QUESTION: My husband and I travel regularly with our church’s missions to other countries, but mostly to the Caribbean. While in Haiti, we became attached to a couple of little sisters who we would like to adopt. We’ve researched the possibilities and found we can adopt these little girls who are now 3 and 4 years old. Our families support us, but we have several friends who are dead-set against it claiming that integrating children from another culture is difficult plus the difference in ethnicity.
Is there anything we can say or do so we don’t have to choose between our friends and the children?
~ Hopefully Future Parents
Dear Hopefully Future Parents,
First, I commend you for your commitment to go and help people in other countries. This tells me you have allowed God to put His heart of love and compassion inside of you. Reaching out to people in need with His heart ultimately changes your heart.
Obviously this is more than just an emotional or whimsical idea. You’ve given it serious consideration, done the research and know the adoption is possible. I am also assuming you have given this matter much prayer. I believe the real key is, “What is God saying about you adopting these little girls?” Is the love you feel and desire to adopt them something God has birthed in your hearts? If you genuinely believe that, then God can help you express it to both family and friends.
You say your families are supportive of your desire to adopt. That’s important; after all, they know you and your hearts better than anyone. If the adoption does occur, their ongoing support will be vital.
What your friends have expressed is, undoubtedly, out of their love and concern for you. They don’t want to see you become involved in a situation they believe could potentially bring stress into your lives. Have there been challenges integrating children of another culture or ethnicity? No doubt, but not always. Many couples have successfully assimilated children from other countries and ethnicities into their families. You have several factors in your favor: God’s heart will be guiding you all the way, the girls are very young, and growing up here they will more easily settle into our multi-cultural Southern California society.
Your response to your friends might be the following: First, let them know how much you value them and their friendship. Sincerely thank them for their concern for your wellbeing. Assure them that you have given extensive thought and prayer to the possible adoption, and that you really believe it is God’s plan and purpose for you and the girls. Then, soon after the girls arrive, what if you planned a “welcoming celebration” inviting both family and friends? Seeing you and the girls as a family could help dispel their apprehension.
God’s blessings to you,
Tim Beck, volunteer chaplain
YMCA of the Foothills
Dear Hopefully Future Parents,
Let me commend you on your service to your church through your mission work. I know that kind of effort can be a real challenge for many people. But you have evidently found it very fulfilling. And the fact that you now want to adopt these two little Haitian sisters is a true act of compassion. Providing a loving home for them will enrich your lives and theirs.
I am glad that you have the support of your family. That affirmation will go a long way. But I am sorry that some of your friends are so opposed to your plans. Certainly, introducing children from another culture and ethnicity into yours will have a number of difficulties. But you and they will learn a lot and grow in your understanding of a more global consciousness on a very personal level. And your friends may just learn something too about how to relate to people who are different from them.
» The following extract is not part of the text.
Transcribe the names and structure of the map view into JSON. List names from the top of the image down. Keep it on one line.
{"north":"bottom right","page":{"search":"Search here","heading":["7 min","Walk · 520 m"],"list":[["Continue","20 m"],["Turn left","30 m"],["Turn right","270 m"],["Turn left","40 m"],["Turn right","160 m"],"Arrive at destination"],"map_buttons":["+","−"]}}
My hope is that when these friends see how happy you are with your commitment to take these little girls into your family, they will come around. It may take awhile. But if they are dedicated friends, I believe they will ultimately support you and your expanded family.
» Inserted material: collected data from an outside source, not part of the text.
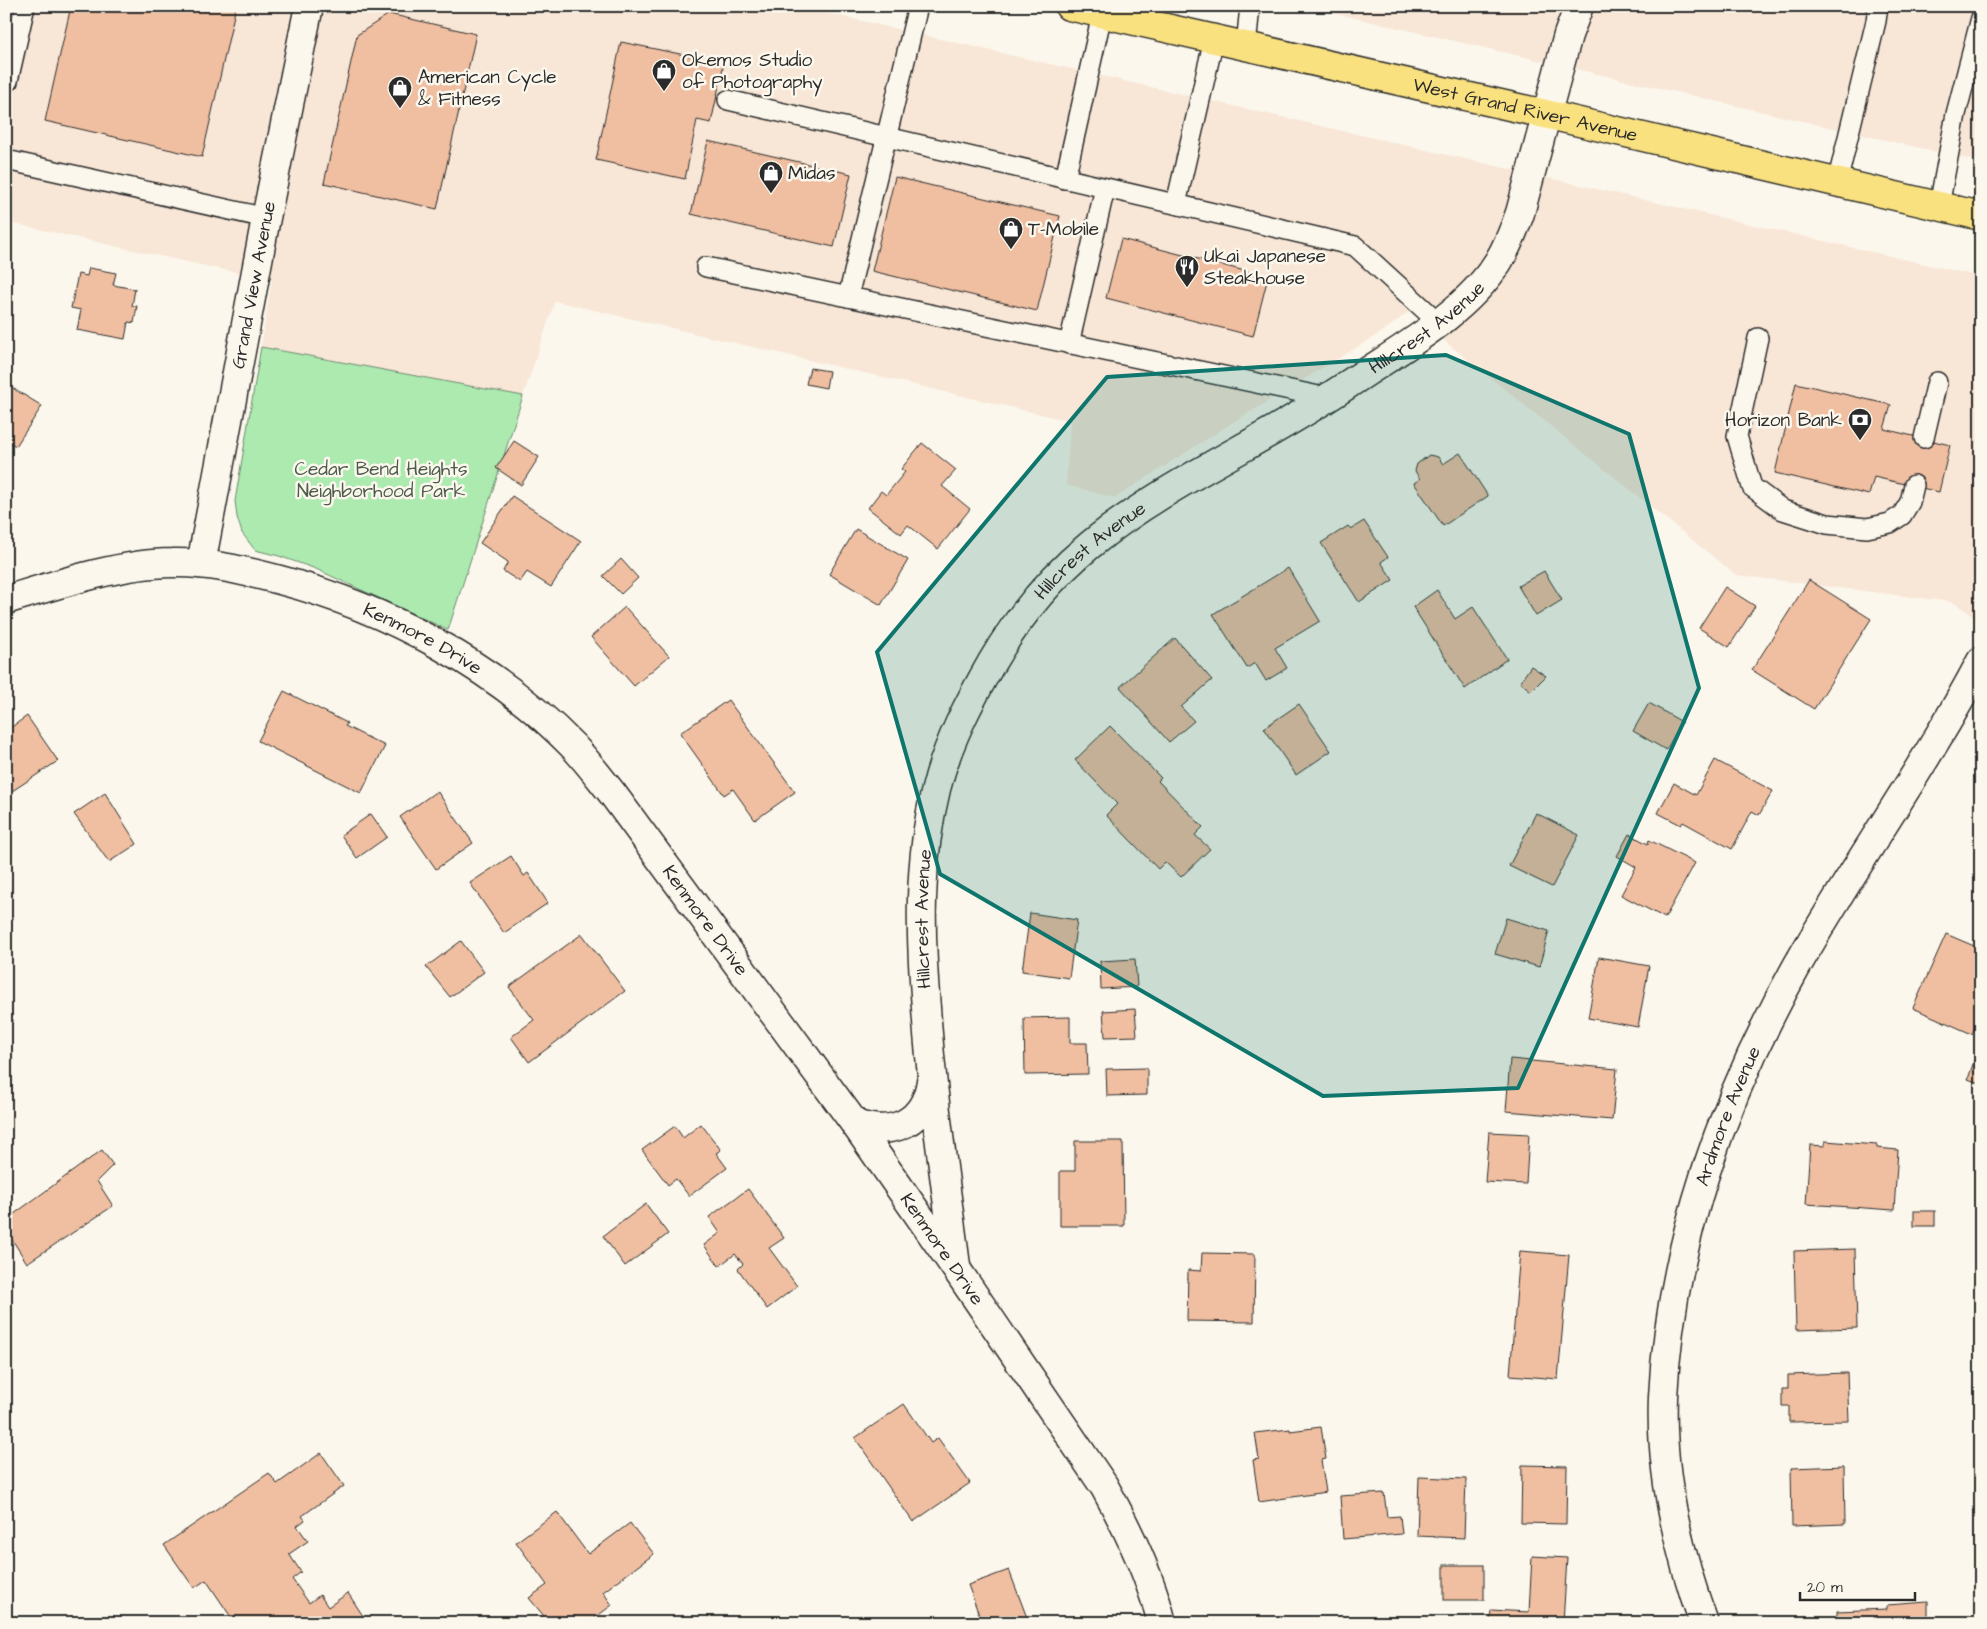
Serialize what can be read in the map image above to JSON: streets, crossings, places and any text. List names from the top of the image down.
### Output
{
  "streets": {
    "main road": ["West Grand River Avenue"],
    "street": [
      "Grand View Avenue",
      "Hillcrest Avenue",
      "Kenmore Drive",
      "Ardmore Avenue"
    ]
  },
  "crossings": [
    ["West Grand River Avenue", "Hillcrest Avenue"],
    ["Grand View Avenue", "Kenmore Drive"],
    ["Hillcrest Avenue", "Kenmore Drive"]
  ],
  "parks": ["Cedar Bend Heights Neighborhood Park"],
  "places": {
    "shop": [
      "Okemos Studio of Photography",
      "American Cycle & Fitness",
      "Midas",
      "T-Mobile"
    ],
    "restaurant": ["Ukai Japanese Steakhouse"],
    "bank": ["Horizon Bank"]
  },
  "scale_bar": "20 m"
}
I wish you great success in your continued work for a more inclusive world where all people are welcomed and cherished. The dream that Rev. Dr. Martin Luther King had was for a time when children “will one day live in a nation where they will not be judged by the color of their skin, but by the content of their character.” I hope for that for you, too.
Rev. Dr. Betty Stapleford, minister
Unitarian Universalist Church of the Verdugo Hills-La Crescenta
QUESTION: Is it my imagination that there seems to be an increase in shootings lately, and especially on college and school campuses? And media attention brings these situations dramatically into our homes via TV and the Internet. I’m concerned about my teenagers and what is happening.
My question is about the obvious disagreement between those who want stricter gun laws and those who do not. Is there a logical spiritual solution to this problem?
~ Protective Parent
Dear Protective Parent,
As I write this response to your question there is a report of yet another campus shooting in Seattle. It is impossible to explain why senseless violence happens in the world because a rational, faith-filled mind will never find an answer that makes us feel anything other than distress. The ageless question arises – are guns the problem or the people who are using them? That is something we must answer in our own hearts. While we may never be able to figure out why people do destructive things, what we can do is to be mindful of how we live our lives. How do we shift the negative patterns in the world? Mind your own mind! When we focus our thoughts on goodness, doing the right thing, creating harmonious relationships with family and friends we are making a difference in the world at large. Our good behavior and our kindness towards one another has a positive impact on those we meet and creates a ripple effect of love in the world at large. Every moment we have an opportunity to respond in love or fear. Choose love! Choose to be in the stream of consciousness that knows that power of Spirit is at the heart of all things. There is a Divine Presence that is guiding us to move beyond the challenges we encounter. Keep your vision to life, love, light, power, peace, beauty and life will respond to you in kind. What we focus on expands in our experience.
Rev. Mary Morgan
Dear Protective Parent,
Sadly, your concern is justified. I don’t want to sound like an alarmist, but the reality is that every parent in America should be very worried about any shootings, let alone those that occur on a school or college campus. And yes, it does seem like mass shootings are rising as time progresses. I’m not a statistician, but it feels like we are witnessing more bloodshed today than in generations past.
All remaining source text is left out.